Work task: Copy the data exactly.

Supplied material:

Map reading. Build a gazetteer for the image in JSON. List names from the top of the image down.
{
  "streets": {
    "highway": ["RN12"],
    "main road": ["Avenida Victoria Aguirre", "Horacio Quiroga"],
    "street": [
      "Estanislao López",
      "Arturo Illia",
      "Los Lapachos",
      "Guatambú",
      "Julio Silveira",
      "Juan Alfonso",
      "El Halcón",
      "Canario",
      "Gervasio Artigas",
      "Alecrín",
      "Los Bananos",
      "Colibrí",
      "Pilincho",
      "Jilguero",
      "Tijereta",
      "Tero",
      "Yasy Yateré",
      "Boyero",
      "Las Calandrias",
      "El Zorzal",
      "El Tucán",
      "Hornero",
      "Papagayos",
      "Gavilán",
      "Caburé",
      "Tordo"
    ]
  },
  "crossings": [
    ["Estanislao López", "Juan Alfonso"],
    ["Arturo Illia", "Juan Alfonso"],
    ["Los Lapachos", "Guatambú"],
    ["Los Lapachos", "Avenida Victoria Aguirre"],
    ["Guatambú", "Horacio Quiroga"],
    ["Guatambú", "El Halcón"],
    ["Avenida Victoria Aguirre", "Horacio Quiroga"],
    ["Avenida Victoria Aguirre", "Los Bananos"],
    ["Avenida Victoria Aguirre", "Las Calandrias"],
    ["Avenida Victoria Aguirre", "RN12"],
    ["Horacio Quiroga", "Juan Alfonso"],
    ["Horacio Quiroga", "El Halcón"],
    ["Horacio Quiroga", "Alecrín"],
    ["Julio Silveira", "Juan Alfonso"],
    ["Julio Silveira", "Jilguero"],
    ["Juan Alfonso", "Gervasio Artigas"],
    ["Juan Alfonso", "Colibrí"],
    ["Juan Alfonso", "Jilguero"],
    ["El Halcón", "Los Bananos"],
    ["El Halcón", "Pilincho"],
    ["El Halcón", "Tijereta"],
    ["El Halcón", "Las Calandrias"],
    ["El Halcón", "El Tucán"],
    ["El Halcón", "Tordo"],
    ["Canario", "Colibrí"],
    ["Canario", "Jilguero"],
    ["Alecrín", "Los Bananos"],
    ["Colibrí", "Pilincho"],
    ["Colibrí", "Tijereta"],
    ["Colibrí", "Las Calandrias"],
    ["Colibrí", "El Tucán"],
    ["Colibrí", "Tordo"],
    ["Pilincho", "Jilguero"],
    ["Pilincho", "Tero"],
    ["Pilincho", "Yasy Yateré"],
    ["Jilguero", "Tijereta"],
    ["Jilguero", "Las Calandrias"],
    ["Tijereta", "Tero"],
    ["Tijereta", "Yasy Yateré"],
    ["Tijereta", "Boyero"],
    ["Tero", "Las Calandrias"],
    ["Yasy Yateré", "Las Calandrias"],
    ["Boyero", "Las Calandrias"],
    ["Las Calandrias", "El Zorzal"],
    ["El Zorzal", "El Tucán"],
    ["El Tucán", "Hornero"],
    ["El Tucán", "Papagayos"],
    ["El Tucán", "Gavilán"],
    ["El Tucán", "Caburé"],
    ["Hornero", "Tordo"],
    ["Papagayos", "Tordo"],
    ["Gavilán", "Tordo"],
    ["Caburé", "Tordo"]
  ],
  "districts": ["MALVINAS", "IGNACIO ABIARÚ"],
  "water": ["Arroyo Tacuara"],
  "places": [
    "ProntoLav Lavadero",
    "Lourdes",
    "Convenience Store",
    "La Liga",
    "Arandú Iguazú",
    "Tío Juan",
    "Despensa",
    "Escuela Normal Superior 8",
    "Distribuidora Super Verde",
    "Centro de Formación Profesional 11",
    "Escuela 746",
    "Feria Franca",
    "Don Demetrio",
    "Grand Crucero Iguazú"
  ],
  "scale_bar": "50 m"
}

Task result:
Map reading. Build a gazetteer for the image in JSON. List names from the top of the image down.
{
  "streets": {
    "highway": ["RN12"],
    "main road": ["Avenida Victoria Aguirre", "Horacio Quiroga"],
    "street": [
      "Estanislao López",
      "Arturo Illia",
      "Los Lapachos",
      "Guatambú",
      "Julio Silveira",
      "Juan Alfonso",
      "El Halcón",
      "Canario",
      "Gervasio Artigas",
      "Alecrín",
      "Los Bananos",
      "Colibrí",
      "Pilincho",
      "Jilguero",
      "Tijereta",
      "Tero",
      "Yasy Yateré",
      "Boyero",
      "Las Calandrias",
      "El Zorzal",
      "El Tucán",
      "Hornero",
      "Papagayos",
      "Gavilán",
      "Caburé",
      "Tordo"
    ]
  },
  "crossings": [
    ["Estanislao López", "Juan Alfonso"],
    ["Arturo Illia", "Juan Alfonso"],
    ["Los Lapachos", "Guatambú"],
    ["Los Lapachos", "Avenida Victoria Aguirre"],
    ["Guatambú", "Horacio Quiroga"],
    ["Guatambú", "El Halcón"],
    ["Avenida Victoria Aguirre", "Horacio Quiroga"],
    ["Avenida Victoria Aguirre", "Los Bananos"],
    ["Avenida Victoria Aguirre", "Las Calandrias"],
    ["Avenida Victoria Aguirre", "RN12"],
    ["Horacio Quiroga", "Juan Alfonso"],
    ["Horacio Quiroga", "El Halcón"],
    ["Horacio Quiroga", "Alecrín"],
    ["Julio Silveira", "Juan Alfonso"],
    ["Julio Silveira", "Jilguero"],
    ["Juan Alfonso", "Gervasio Artigas"],
    ["Juan Alfonso", "Colibrí"],
    ["Juan Alfonso", "Jilguero"],
    ["El Halcón", "Los Bananos"],
    ["El Halcón", "Pilincho"],
    ["El Halcón", "Tijereta"],
    ["El Halcón", "Las Calandrias"],
    ["El Halcón", "El Tucán"],
    ["El Halcón", "Tordo"],
    ["Canario", "Colibrí"],
    ["Canario", "Jilguero"],
    ["Alecrín", "Los Bananos"],
    ["Colibrí", "Pilincho"],
    ["Colibrí", "Tijereta"],
    ["Colibrí", "Las Calandrias"],
    ["Colibrí", "El Tucán"],
    ["Colibrí", "Tordo"],
    ["Pilincho", "Jilguero"],
    ["Pilincho", "Tero"],
    ["Pilincho", "Yasy Yateré"],
    ["Jilguero", "Tijereta"],
    ["Jilguero", "Las Calandrias"],
    ["Tijereta", "Tero"],
    ["Tijereta", "Yasy Yateré"],
    ["Tijereta", "Boyero"],
    ["Tero", "Las Calandrias"],
    ["Yasy Yateré", "Las Calandrias"],
    ["Boyero", "Las Calandrias"],
    ["Las Calandrias", "El Zorzal"],
    ["El Zorzal", "El Tucán"],
    ["El Tucán", "Hornero"],
    ["El Tucán", "Papagayos"],
    ["El Tucán", "Gavilán"],
    ["El Tucán", "Caburé"],
    ["Hornero", "Tordo"],
    ["Papagayos", "Tordo"],
    ["Gavilán", "Tordo"],
    ["Caburé", "Tordo"]
  ],
  "districts": ["MALVINAS", "IGNACIO ABIARÚ"],
  "water": ["Arroyo Tacuara"],
  "places": [
    "ProntoLav Lavadero",
    "Lourdes",
    "Convenience Store",
    "La Liga",
    "Arandú Iguazú",
    "Tío Juan",
    "Despensa",
    "Escuela Normal Superior 8",
    "Distribuidora Super Verde",
    "Centro de Formación Profesional 11",
    "Escuela 746",
    "Feria Franca",
    "Don Demetrio",
    "Grand Crucero Iguazú"
  ],
  "scale_bar": "50 m"
}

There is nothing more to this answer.